▸ Stored data entries:
'''
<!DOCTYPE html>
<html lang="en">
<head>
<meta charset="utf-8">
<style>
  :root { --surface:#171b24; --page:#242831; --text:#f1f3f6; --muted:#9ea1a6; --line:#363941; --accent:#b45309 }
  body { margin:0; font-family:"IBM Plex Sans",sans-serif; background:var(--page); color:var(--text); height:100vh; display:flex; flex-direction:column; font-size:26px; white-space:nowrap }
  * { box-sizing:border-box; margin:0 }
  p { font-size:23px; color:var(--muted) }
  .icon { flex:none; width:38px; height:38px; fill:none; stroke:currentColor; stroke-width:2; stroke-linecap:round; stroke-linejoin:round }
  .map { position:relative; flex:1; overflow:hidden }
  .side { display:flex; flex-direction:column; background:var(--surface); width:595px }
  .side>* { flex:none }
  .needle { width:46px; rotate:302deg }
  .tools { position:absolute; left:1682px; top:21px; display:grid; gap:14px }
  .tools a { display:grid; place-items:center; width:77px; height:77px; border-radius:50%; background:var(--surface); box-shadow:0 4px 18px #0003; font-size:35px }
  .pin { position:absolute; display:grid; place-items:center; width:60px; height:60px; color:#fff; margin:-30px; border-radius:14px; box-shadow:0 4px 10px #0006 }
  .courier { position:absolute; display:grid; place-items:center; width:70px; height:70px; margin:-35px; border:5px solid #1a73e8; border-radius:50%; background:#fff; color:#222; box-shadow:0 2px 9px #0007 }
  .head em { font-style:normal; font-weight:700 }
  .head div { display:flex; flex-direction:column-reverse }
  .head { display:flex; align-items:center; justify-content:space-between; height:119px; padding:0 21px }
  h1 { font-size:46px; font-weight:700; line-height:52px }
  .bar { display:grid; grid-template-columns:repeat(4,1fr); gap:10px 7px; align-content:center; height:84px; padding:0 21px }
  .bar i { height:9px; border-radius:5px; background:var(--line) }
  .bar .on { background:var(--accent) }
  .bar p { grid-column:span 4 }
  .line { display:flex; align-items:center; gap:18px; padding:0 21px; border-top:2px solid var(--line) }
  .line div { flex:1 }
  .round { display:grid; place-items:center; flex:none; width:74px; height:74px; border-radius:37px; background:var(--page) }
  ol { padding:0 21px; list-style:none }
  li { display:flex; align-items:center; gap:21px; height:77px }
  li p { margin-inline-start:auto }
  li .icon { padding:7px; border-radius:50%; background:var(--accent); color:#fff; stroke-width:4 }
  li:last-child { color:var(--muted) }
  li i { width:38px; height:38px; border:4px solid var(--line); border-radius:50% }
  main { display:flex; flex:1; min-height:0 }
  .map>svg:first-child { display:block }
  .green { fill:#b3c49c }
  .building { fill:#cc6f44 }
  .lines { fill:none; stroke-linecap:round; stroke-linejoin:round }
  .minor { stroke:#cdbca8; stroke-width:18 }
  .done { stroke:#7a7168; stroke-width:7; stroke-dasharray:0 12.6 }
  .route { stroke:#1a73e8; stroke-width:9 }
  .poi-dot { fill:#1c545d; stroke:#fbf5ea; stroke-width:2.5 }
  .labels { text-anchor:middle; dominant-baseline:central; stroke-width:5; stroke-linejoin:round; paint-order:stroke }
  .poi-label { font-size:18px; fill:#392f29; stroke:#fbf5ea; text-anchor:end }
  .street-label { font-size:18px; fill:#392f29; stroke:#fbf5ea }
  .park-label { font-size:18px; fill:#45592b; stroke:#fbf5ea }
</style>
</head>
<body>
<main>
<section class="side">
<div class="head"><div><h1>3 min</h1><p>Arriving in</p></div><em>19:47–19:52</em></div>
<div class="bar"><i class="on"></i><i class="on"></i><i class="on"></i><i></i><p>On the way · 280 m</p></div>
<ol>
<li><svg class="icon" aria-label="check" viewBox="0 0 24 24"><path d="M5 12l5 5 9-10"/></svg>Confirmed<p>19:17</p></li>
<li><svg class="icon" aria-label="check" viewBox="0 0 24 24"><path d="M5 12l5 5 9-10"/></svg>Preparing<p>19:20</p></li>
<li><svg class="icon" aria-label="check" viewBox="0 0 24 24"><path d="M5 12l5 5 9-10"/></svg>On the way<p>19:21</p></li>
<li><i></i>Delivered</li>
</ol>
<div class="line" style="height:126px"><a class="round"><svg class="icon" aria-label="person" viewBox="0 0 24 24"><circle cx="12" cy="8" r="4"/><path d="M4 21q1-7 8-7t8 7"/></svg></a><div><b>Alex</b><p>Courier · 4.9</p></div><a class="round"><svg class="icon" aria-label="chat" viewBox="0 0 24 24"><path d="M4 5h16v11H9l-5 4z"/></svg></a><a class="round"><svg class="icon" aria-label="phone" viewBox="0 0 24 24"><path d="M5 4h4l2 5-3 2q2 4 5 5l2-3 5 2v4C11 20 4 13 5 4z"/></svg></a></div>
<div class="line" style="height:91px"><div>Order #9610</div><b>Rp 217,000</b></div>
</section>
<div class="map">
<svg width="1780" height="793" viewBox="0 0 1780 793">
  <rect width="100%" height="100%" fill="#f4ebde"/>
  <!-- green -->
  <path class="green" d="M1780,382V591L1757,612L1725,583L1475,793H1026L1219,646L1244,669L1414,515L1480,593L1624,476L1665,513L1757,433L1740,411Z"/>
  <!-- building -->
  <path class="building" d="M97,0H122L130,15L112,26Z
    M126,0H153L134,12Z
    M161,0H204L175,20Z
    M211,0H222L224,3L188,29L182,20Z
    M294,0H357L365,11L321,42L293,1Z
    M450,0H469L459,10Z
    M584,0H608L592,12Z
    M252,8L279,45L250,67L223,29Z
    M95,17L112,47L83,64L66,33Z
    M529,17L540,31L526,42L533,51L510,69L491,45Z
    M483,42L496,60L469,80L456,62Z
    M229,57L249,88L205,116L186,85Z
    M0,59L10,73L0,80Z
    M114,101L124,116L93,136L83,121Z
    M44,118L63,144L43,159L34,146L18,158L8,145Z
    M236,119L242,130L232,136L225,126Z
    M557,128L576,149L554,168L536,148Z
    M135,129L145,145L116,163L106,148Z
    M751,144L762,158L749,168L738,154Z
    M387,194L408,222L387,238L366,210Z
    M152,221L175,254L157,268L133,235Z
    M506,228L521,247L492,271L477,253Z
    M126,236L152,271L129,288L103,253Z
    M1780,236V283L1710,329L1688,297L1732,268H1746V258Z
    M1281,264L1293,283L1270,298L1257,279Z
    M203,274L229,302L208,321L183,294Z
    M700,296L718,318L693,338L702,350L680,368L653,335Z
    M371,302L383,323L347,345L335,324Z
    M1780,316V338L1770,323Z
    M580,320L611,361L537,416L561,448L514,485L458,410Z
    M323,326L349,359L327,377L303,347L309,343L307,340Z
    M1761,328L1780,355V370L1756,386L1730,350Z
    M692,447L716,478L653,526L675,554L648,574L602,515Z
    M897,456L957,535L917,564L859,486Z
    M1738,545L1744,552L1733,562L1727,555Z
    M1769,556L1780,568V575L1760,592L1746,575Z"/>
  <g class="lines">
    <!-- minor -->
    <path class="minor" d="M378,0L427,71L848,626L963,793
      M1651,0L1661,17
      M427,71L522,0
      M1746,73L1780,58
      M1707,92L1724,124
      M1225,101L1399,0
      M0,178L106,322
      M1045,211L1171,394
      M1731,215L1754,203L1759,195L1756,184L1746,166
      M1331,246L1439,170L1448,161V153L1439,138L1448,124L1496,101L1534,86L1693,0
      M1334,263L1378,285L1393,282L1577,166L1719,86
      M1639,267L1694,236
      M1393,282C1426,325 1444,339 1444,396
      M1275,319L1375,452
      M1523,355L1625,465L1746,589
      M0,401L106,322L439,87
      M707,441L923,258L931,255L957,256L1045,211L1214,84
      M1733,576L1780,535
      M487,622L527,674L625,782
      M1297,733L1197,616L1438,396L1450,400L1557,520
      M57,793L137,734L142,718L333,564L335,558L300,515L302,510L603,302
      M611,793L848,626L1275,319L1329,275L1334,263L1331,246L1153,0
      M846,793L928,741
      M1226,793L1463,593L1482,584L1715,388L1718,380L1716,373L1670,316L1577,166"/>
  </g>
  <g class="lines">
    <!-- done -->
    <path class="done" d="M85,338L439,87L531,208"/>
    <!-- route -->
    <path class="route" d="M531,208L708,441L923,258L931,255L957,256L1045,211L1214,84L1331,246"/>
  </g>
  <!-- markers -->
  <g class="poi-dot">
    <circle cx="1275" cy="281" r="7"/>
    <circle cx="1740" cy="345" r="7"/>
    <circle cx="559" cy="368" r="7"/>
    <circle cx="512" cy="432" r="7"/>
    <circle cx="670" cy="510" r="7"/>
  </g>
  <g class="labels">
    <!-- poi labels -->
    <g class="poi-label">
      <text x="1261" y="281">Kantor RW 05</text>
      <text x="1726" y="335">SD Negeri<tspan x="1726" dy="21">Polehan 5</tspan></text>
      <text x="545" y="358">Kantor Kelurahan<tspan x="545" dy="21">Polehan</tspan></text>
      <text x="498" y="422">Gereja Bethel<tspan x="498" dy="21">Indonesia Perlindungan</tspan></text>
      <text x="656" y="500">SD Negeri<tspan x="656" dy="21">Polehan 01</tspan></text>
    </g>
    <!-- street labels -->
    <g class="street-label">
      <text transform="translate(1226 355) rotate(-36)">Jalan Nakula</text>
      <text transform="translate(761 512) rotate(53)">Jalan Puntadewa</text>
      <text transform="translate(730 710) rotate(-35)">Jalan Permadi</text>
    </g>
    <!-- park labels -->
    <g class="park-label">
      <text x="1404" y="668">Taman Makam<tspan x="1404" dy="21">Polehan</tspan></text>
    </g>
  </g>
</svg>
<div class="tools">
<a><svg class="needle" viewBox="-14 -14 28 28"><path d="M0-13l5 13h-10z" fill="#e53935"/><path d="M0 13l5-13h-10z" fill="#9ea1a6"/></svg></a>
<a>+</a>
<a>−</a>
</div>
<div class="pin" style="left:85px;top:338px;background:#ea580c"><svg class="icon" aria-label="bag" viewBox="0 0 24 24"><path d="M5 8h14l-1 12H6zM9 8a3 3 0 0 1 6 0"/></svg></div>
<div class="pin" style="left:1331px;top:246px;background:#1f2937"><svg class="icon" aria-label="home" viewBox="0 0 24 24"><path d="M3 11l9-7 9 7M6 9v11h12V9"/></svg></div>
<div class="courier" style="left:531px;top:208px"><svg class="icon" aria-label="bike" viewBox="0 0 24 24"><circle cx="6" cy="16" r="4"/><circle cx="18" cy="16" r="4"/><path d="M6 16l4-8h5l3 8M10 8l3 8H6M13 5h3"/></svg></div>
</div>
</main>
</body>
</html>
'''
Looking at the records above, please work out how many lines contain "check" and state only that number.

▸ OUTPUT BELOW: 3